« A Poem, ca. 2003 | Main | Look Who's Blogging »

Sonnet

The Horticulturist Speaks to her Conceits

I tell you even Eden can’t out-lush
my garden—all you walking flowers, you
are trembling petal flesh. Outstretched, you blush
beneath the most congenial sun. I dig you
out of common ground and put you in
my hothouse. Annual, biennial, perennial—
I drench you all with water from my skin
and watch your buds fall open as I kneel
to catch your scents. I see your pliant stems
bend toward one another, bend toward me
and I am infinitely pleased. You gems,
you, quaking in your beds by twos and threes!

And as for me, my petals are a show,
a bit of quivering color, quid pro quo.

------------------------

Call this one an exercise in how to write about an orgiastic fantasy, then hand it in to your creative writing professor for a grade. One of my favorite lit-crit phrases is Seamus Heaney's  "the erotics of composition" (from his introduction to Beowulf). Being turned on by the world is such a beautiful way to begin writing, no?

When I wrote this, I had a minor, completely sexual, and completely unspoken crush on my very-much-older professor--which led me to wonder about the very nature of such fantasies. To a one, almost everyone I've spoken with on the matter admits fantasizing about both people they know and total strangers. But what does that mean?

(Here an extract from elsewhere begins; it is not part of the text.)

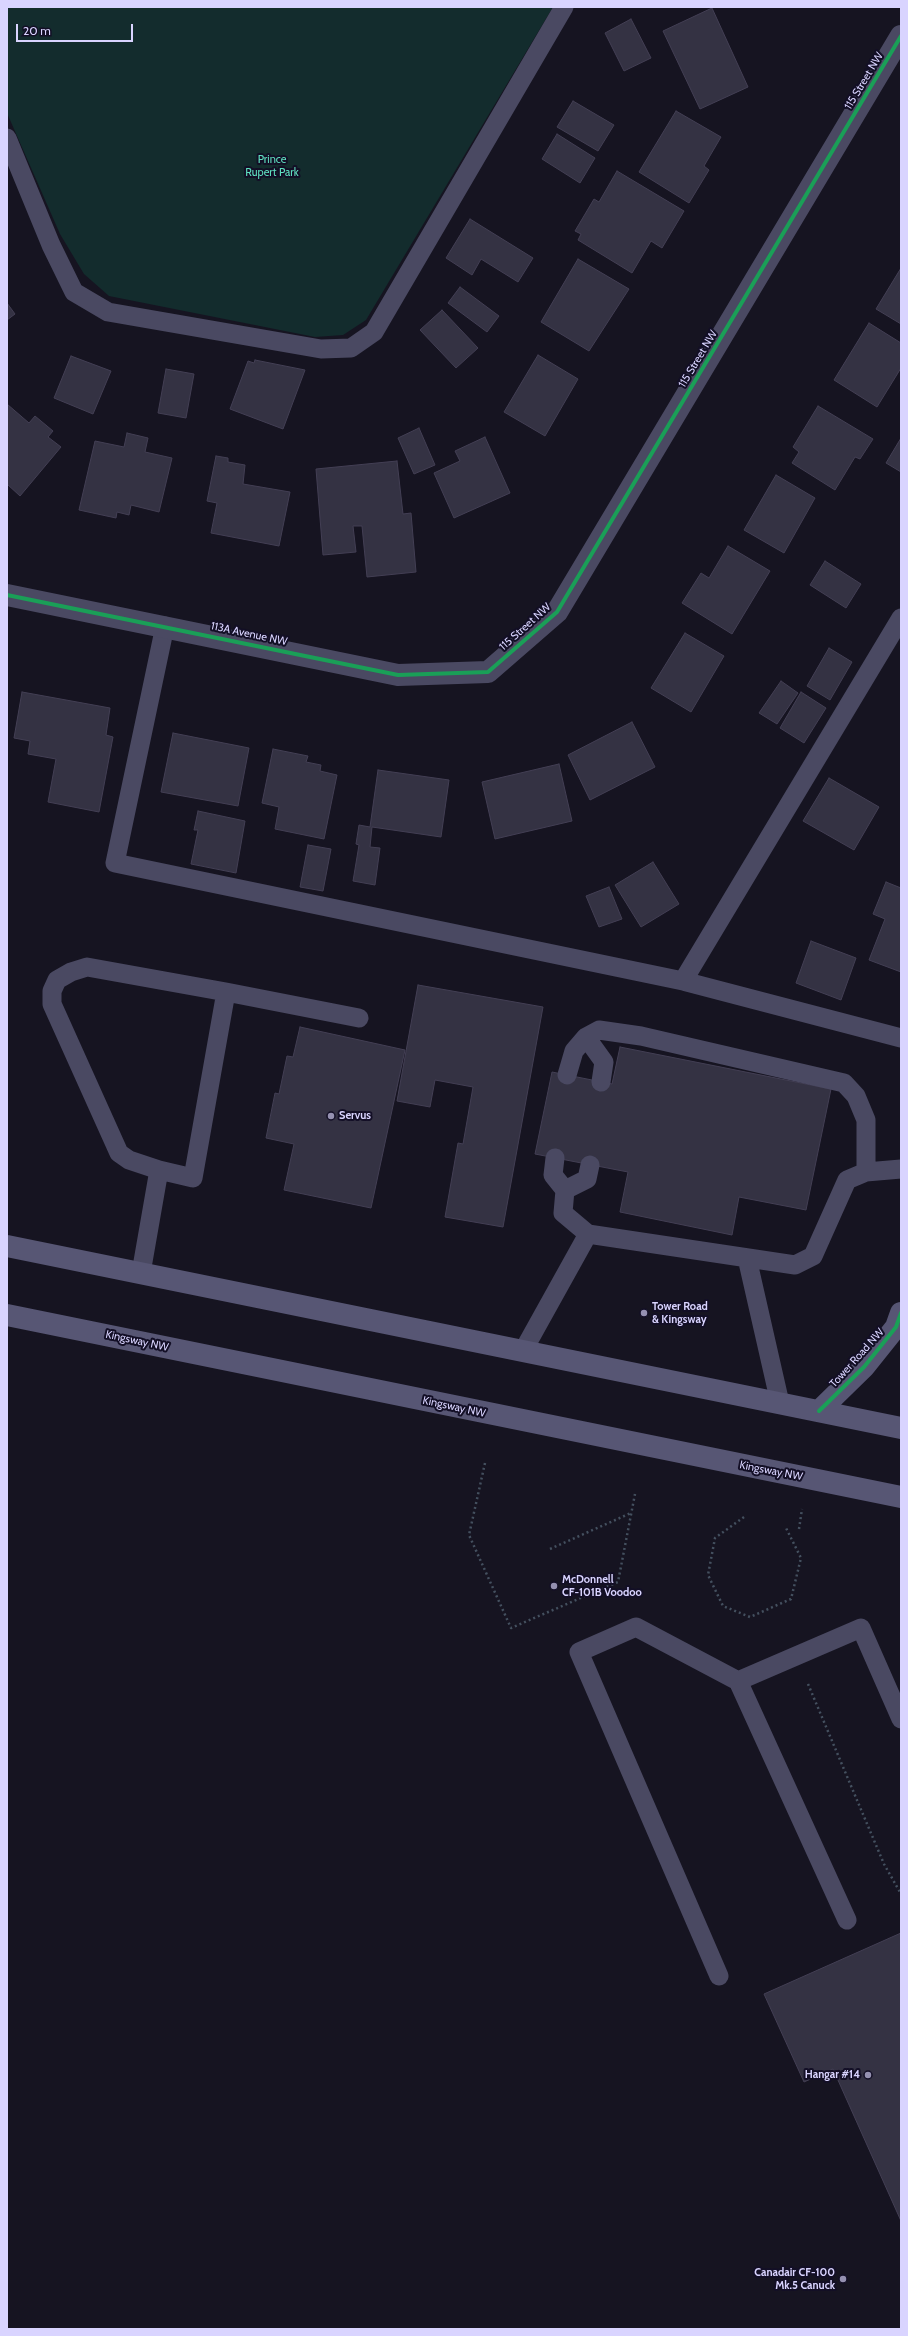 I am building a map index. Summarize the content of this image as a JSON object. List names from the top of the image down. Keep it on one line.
{"streets":{"main road":["Kingsway NW","Tower Road NW"],"street":["115 Street NW","113A Avenue NW"]},"crossings":[["115 Street NW","113A Avenue NW"]],"parks":["Prince Rupert Park"],"places":["Servus","Tower Road & Kingsway","McDonnell CF-101B Voodoo","Hangar #14","Canadair CF-100 Mk.5 Canuck"],"scale_bar":"20 m"}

Is it predatory, disrespectful, wrong? Or does fantasizing about another require a sort of generosity of spirit, an ability to romanticize the other, a readiness to see their latent beauty? This poem records some of my initial conclusions on the matter.

All of which I post here because I remain intensely interested in the erotic as an area ripe for creative inquiry. Our mass culture is so damn conflicted about sex, what with the ubiquitous adolescent male fanatasy butting up against those die-hard strains of Puritanism. I have no desire to write traditional erotica, because I want to write about more than just sex. Nor do I find 'clinical' approaches appealling. But if what I have is not quite a vagina, and not quite a cunt, what is it?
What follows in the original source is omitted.